Die Unterzeichner des Aufrufs bedauern zutiefst, dass laut dem Sendschreiben der rumänischen Bischöfe jeder Geistliche oder Gläubige der orthodoxen Diaspora seiner jeweiligen «nationalen » Kirche angehören muss: «Wir alle, die wir von den verschiedenen Migrationen des 20. Jahrhunderts abstammen oder westeuropäischen Ursprungs sind, haben die Orthodoxie von unseren Vätern als ‹Kirche Christi auf Erden› empfangen – eine Realität, die wichtiger ist als jede soziale, kulturelle oder nationale Beheimatung. Überall da, wo die Orthodoxe Kirche präsent ist, ist sie aufgerufen, sich in den örtlichen Kulturen zu verkörpern, denn indem sie ‹das neue Leben in Christus› ist, ist sie universal. Aber diese Universalität ist niemals abstrakt: Sie ist an jedem Ort, in jeder eucharistischen Gemeinschaft mit Händen zu greifen, in der sich alle Gläubigen in verschiedenartiger Einheit versammeln, die den gleichen orthodoxen Glauben teilen, den sie von den Aposteln empfangen und den [hl.] Vätern überliefert bekommen haben. Wir leben seit vier Generationen in Westeuropa unter Orthodoxen verschiedenen Ursprungs und wir haben begriffen, dass es uns geziemt, im brüderlichen Dialog mit den anderen Christen in einer Welt, die nach Gott hungert, gemeinsam Zeugnis von der Orthodoxie abzulegen. Seit fünfzig Jahren sucht die ‹Fraternité orthodoxe› [1960 in Frankreich gegründete Organisation für die in der Diaspora lebenden Orthodoxen] eine Versammlung aller Orthodoxen zu gründen – in eucharistischer Einheit und einer unserer Ekklesiologie entsprechenden kanonischen Struktur. Bei dieser handelt es sich um eine territoriale Ekklesiologie, bar jeder Form von ‹Nationalismus› und Konkurrenz zwischen den Diözesen und jeder Verleugnung von Kulturen, Sprachen oder Nationen. Ein wichtiger Vorstoß in dieser Hinsicht bedeutete die Gründung der ‹Versammlung orthodoxer Bischöfe in Frankreich› 1997.»

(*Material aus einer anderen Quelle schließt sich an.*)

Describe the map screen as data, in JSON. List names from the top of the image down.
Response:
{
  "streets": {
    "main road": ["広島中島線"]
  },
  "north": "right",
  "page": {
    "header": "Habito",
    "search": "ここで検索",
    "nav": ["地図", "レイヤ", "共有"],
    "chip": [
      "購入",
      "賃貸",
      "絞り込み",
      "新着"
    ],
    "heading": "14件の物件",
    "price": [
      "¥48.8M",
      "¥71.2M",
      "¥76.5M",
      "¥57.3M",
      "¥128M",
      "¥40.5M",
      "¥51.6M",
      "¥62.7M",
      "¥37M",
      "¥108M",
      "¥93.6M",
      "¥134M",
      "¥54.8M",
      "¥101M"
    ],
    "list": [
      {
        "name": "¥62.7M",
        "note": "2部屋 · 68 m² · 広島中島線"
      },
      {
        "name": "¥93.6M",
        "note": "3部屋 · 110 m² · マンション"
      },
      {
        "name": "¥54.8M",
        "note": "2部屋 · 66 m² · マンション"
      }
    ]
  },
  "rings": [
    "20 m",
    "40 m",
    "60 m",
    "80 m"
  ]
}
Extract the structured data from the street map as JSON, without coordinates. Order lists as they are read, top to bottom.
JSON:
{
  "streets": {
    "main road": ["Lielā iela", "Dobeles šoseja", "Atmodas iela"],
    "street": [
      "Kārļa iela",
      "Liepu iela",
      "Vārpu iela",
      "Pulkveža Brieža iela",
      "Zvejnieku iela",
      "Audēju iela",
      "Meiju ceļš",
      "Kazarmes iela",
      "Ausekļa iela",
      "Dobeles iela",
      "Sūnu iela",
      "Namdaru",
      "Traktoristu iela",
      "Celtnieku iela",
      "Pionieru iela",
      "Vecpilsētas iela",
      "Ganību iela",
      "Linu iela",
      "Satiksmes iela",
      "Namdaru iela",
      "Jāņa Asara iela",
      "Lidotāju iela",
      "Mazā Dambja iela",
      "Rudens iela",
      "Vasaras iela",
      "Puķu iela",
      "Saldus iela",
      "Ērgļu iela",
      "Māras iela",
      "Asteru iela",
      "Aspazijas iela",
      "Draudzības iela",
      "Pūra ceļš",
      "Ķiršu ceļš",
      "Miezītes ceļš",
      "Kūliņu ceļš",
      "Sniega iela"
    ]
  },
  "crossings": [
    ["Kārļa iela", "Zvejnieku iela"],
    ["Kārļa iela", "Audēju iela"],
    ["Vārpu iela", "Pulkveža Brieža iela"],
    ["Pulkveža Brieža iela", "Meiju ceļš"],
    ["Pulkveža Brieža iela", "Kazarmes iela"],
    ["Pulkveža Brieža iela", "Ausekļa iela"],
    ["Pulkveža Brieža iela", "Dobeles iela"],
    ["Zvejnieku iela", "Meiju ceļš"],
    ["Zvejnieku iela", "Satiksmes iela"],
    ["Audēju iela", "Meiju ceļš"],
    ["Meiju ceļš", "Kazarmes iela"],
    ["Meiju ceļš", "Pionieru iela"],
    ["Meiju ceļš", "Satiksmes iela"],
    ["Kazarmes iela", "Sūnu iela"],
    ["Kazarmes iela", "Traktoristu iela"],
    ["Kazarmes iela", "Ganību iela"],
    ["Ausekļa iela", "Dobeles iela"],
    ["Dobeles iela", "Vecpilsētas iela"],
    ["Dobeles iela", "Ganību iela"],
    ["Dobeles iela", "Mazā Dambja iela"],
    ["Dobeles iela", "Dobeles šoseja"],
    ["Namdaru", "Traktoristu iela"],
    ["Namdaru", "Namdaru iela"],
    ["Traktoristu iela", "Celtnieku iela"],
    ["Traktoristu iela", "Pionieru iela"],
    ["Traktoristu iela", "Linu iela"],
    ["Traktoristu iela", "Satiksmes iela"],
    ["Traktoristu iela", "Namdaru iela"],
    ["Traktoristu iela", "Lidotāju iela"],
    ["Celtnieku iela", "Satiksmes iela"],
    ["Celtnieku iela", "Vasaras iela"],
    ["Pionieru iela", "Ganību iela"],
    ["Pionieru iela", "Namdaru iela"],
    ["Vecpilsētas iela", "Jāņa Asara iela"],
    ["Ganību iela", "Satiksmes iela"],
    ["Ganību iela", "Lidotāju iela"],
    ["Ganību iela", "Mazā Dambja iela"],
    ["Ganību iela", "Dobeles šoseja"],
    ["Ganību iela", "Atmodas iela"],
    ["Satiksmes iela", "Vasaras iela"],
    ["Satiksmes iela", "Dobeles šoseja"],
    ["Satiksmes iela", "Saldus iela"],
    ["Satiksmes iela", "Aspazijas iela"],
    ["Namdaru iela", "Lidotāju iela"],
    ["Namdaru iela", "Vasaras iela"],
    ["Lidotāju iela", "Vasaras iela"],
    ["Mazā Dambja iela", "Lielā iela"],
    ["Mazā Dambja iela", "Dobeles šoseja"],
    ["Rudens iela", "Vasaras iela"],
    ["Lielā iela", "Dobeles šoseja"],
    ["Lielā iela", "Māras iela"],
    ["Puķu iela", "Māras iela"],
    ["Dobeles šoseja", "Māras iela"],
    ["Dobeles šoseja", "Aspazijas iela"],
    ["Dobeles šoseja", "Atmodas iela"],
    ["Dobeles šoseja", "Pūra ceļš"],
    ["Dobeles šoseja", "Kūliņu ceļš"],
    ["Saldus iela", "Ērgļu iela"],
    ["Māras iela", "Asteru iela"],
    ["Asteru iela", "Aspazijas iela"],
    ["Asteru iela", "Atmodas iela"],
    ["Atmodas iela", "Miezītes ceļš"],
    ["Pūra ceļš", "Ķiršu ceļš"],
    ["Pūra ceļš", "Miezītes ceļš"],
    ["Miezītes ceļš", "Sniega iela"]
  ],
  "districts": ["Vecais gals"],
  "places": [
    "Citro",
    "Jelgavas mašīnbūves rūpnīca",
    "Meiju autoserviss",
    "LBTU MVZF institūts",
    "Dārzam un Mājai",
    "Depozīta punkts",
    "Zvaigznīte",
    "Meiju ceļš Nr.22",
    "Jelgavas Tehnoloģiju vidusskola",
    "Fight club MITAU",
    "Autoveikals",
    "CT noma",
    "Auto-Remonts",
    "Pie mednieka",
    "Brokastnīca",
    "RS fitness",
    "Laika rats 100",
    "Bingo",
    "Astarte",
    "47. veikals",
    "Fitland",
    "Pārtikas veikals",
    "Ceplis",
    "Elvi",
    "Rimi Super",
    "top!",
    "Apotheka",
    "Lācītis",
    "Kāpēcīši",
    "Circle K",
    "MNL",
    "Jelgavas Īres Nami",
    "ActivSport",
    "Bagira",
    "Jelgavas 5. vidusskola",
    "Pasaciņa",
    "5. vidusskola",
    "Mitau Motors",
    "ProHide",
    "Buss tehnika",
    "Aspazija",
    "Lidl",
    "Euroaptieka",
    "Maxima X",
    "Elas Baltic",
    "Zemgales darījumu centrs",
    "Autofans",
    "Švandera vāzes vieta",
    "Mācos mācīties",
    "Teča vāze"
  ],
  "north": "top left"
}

Die Bezugnahme der rumänischen Bischöfe auf das Erste Ökumenische Konzil von Nizäa (325) bewerten die Autoren des Aufrufs als «unzulässig, denn die Konzilsväter haben die Idee von Diözesen, die nach ethnischem Prinzip definiert wären, verworfen und sich, wie die Apostel, ausschließlich an das Territorialprinzip gehalten.»

Sorge bereitet den Autoren zudem, dass das Sendschreiben gerade in dem Moment, in dem sich die Gesamtheit aller orthodoxen Kirchen «im Rahmen des vorkonziliären Prozesses viel versprechende Gedanken zur Zukunft der Gemeinden der sog. ‹Diaspora›» mache (s. G2W 9/2009, S. 3), zu verstehen gebe, dass jeder orthodoxe Rumäne im Ausland selbstverständlich die «direkte » Kommunion mit der Rumänischen Orthodoxen Kirche vorziehen müsse. Es gebe aber «nur eine Kirche, die Kirche Christi, und wir alle kommunizieren an Seinem Leib und Seinem Blut. Die Schwesterkirchen der Rumänischen Orthodoxen Kirche, denen sich bestimmte rumänische Gläubige im Westen […] angeschlossen haben – teilen sie nicht die gleiche Fülle des orthodoxen Glaubens? Sind sie nicht genau die gleiche Kirche Christi? Nach welchem Kriterium sollte man die de facto multiethnischen orthodoxen Gemeinden im Westen aufteilen, indem man jeden Ausländer in seine ursprüngliche Kirche zurückschickt? Derartige Initiativen destabilisieren unsere Gemeinden […]; sie verursachen Leiden, Spannungen und gegenseitige nationale Überheblichkeit».

Die Unterzeichner erinnerten außerdem an «die prophetischen Worte der Väter des Konzils von Konstantinopel 1871»: «Wir verwerfen, tadeln und verurteilen den Ethnophyletismus als im Widerspruch stehend zur Lehre des Evangeliums und der heiligen Kanones unserer Väter, das heißt die Diskriminierung nach ethnischen Kriterien sowie die Auseinandersetzungen und Streitereien nationalen Charakters, die im Schoss der Kirche Christi stattfinden. » Die Kirche Christi dürfe laut den Autoren des Aufrufs nicht für die Einheit und Würde einer Nation instrumentalisiert werden. Als «Arche des Heils» öffne die Kirche den Zutritt zum Reich Gottes und gehöre so keiner Nation.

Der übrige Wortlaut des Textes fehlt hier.